Global FDI rose 6 per cent to $1.6 trillion in 2025, ending two years of decline, UNCTAD said.
Developing economies saw only 2 per cent growth to $901 billion, signalling uneven capital access for production-led markets.
Project values are concentrating in strategic sectors, while manufacturing and infrastructure declined.
2026 prospects remain pressured by policy uncertainty and financing.
Developing economies received more than half of global FDI, but regional outcomes varied, the UNCTAD report said. Developing Asia attracted $644 billion, Latin America and the Caribbean rose 14 per cent to $188 billion, and Africa received about $70 billion. Least developed countries saw inflows rise 21 per cent to $43 billion, but still accounted for only 2.7 per cent of global FDI.
The report said strategic sectors including artificial intelligence infrastructure, semiconductors, critical minerals and energy-transition technologies and services represented 44 per cent of global greenfield project values in 2025, up from 16 per cent in 2020. Project-value growth was led mainly by data centres, followed by oil and gas and semiconductors, while most other sectors declined, including renewable energy, infrastructure and manufacturing.

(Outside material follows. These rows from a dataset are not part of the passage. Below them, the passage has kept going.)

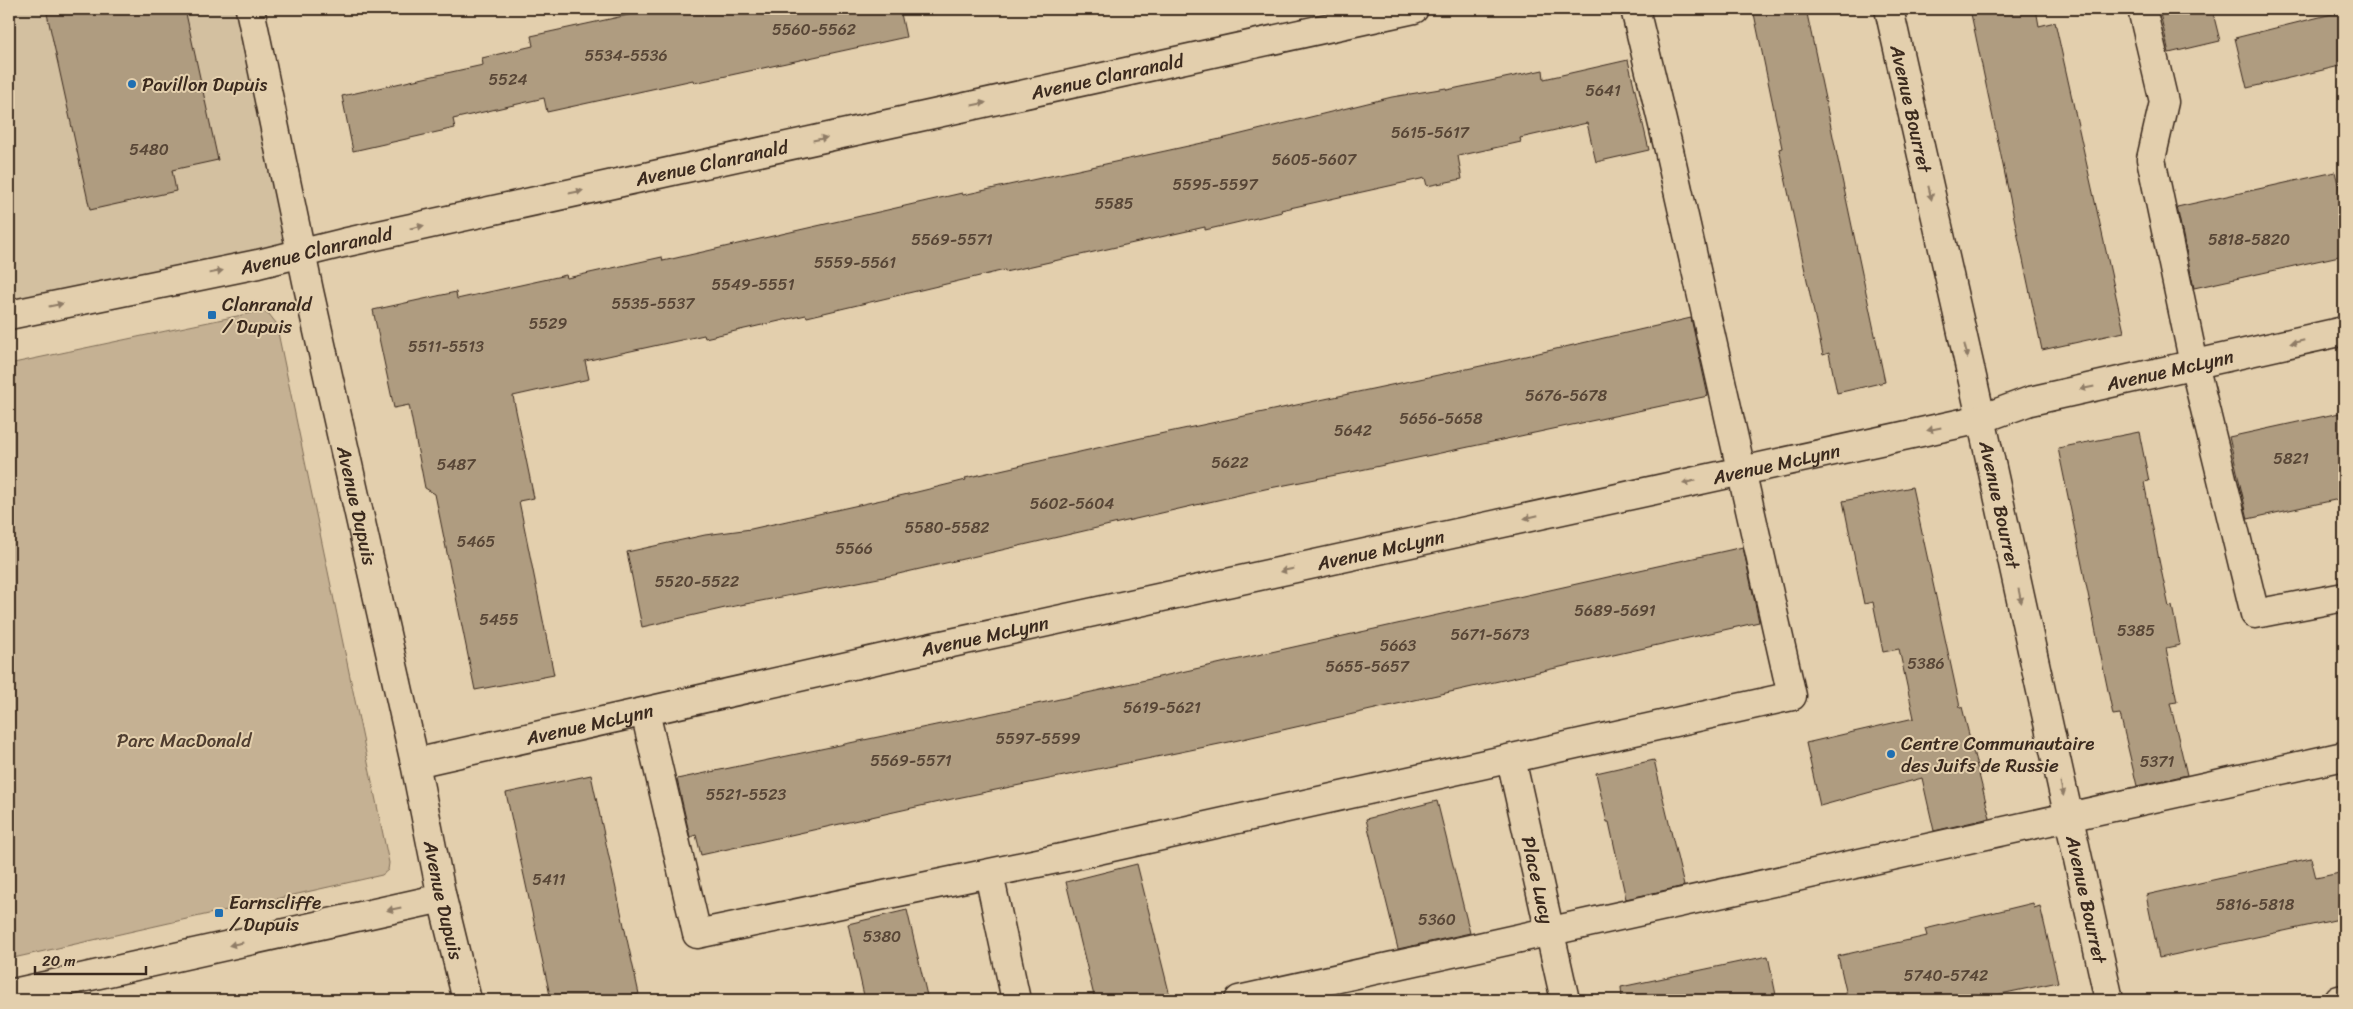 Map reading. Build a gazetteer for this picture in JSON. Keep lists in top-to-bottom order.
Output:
{
  "streets": {
    "street": [
      "Avenue Clanranald",
      "Avenue Bourret",
      "Avenue McLynn",
      "Avenue Dupuis",
      "Place Lucy"
    ]
  },
  "crossings": [
    ["Avenue Clanranald", "Avenue Dupuis"],
    ["Avenue Bourret", "Avenue McLynn"],
    ["Avenue McLynn", "Avenue Dupuis"]
  ],
  "one_way": ["Avenue Clanranald"],
  "parks": ["Parc MacDonald"],
  "places": {
    "other": ["Pavillon Dupuis", "Centre Communautaire des Juifs de Russie"],
    "transit": ["Clanranald / Dupuis", "Earnscliffe / Dupuis"]
  },
  "house_numbers": [
    "5560-5562",
    "5534-5536",
    "5524",
    "5641",
    "5615-5617",
    "5480",
    "5605-5607",
    "5595-5597",
    "5585",
    "5569-5571",
    "5818-5820",
    "5559-5561",
    "5549-5551",
    "5535-5537",
    "5529",
    "5511-5513",
    "5676-5678",
    "5656-5658",
    "5642",
    "5821",
    "5622",
    "5487",
    "5602-5604",
    "5580-5582",
    "5465",
    "5566",
    "5520-5522",
    "5689-5691",
    "5455",
    "5385",
    "5671-5673",
    "5663",
    "5386",
    "5655-5657",
    "5619-5621",
    "5597-5599",
    "5569-5571",
    "5371",
    "5521-5523",
    "5411",
    "5816-5818",
    "5360",
    "5380",
    "5740-5742"
  ],
  "scale_bar": "20 m"
} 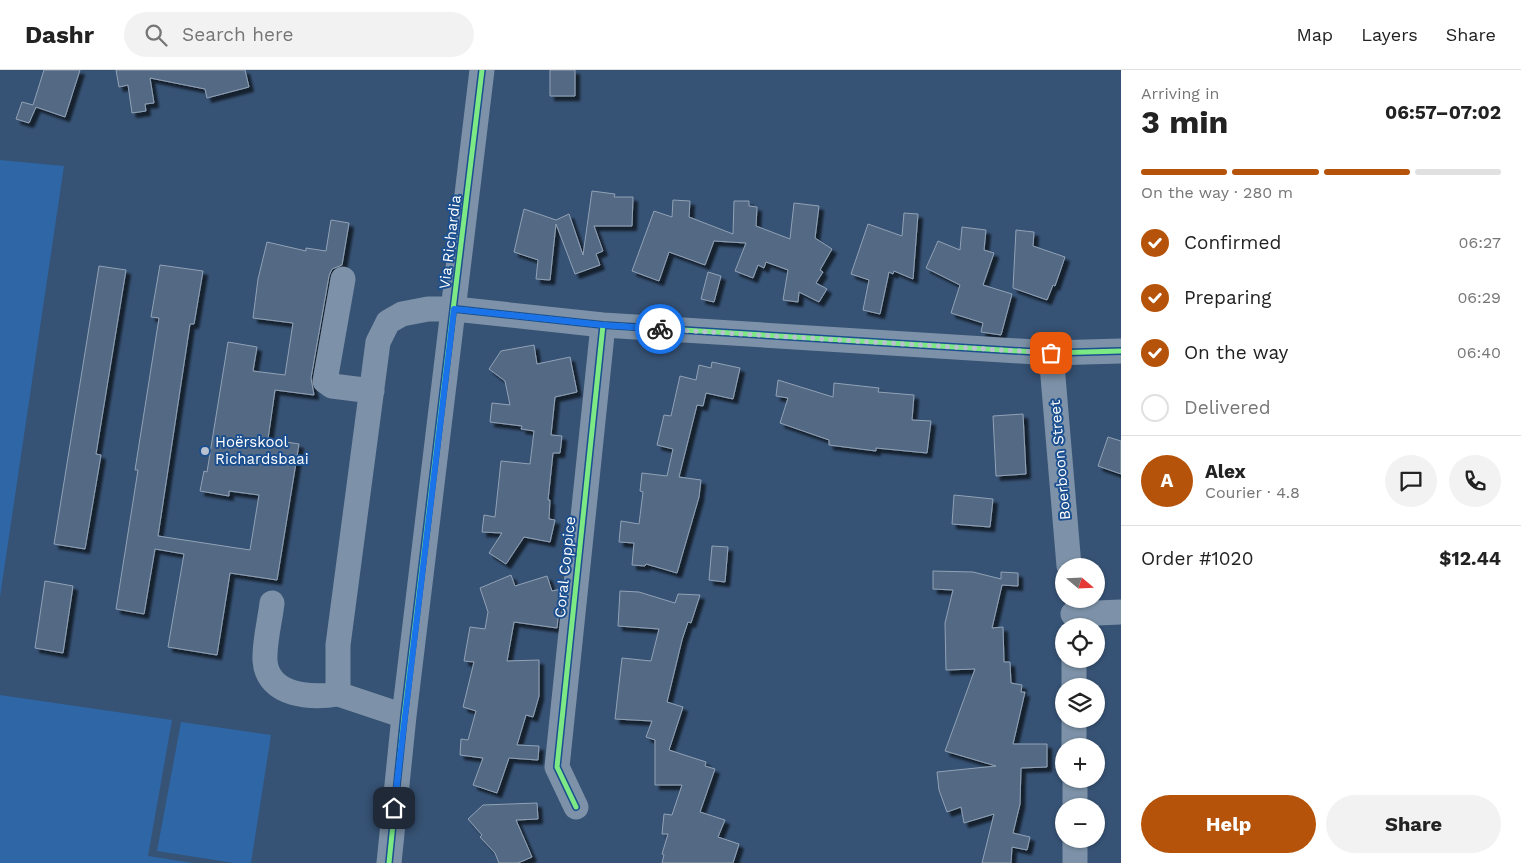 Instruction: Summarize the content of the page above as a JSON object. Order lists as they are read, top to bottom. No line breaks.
{"streets":{"street":["Via Richardia","Boerboon Street","Coral Coppice"]},"places":["Hoërskool Richardsbaai"],"north":"right","page":{"header":"Dashr","search":"Search here","nav":["Map","Layers","Share"],"heading":["3 min","Arriving in","06:57–07:02"],"panel":["Alex","Courier · 4.8","Order #1020","$12.44"],"bar":"On the way · 280 m","list":[["Confirmed","06:27"],["Preparing","06:29"],["On the way","06:40"],"Delivered"],"round":"A","map_buttons":["+","−"],"buttons":["Help","Share"]}}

UNCTAD said governments adopted a record 229 investment policy measures in 2025, with most favourable to investors but many aimed at strategic industries, domestic economic priorities or economic security. For 2026, trade policy uncertainty, geopolitical tensions, conflicts, high financing costs and economic fragmentation are expected to weigh on decisions. The findings will frame UNCTAD’s World Investment Forum 2026 in Doha, Qatar, from October 25 to 27.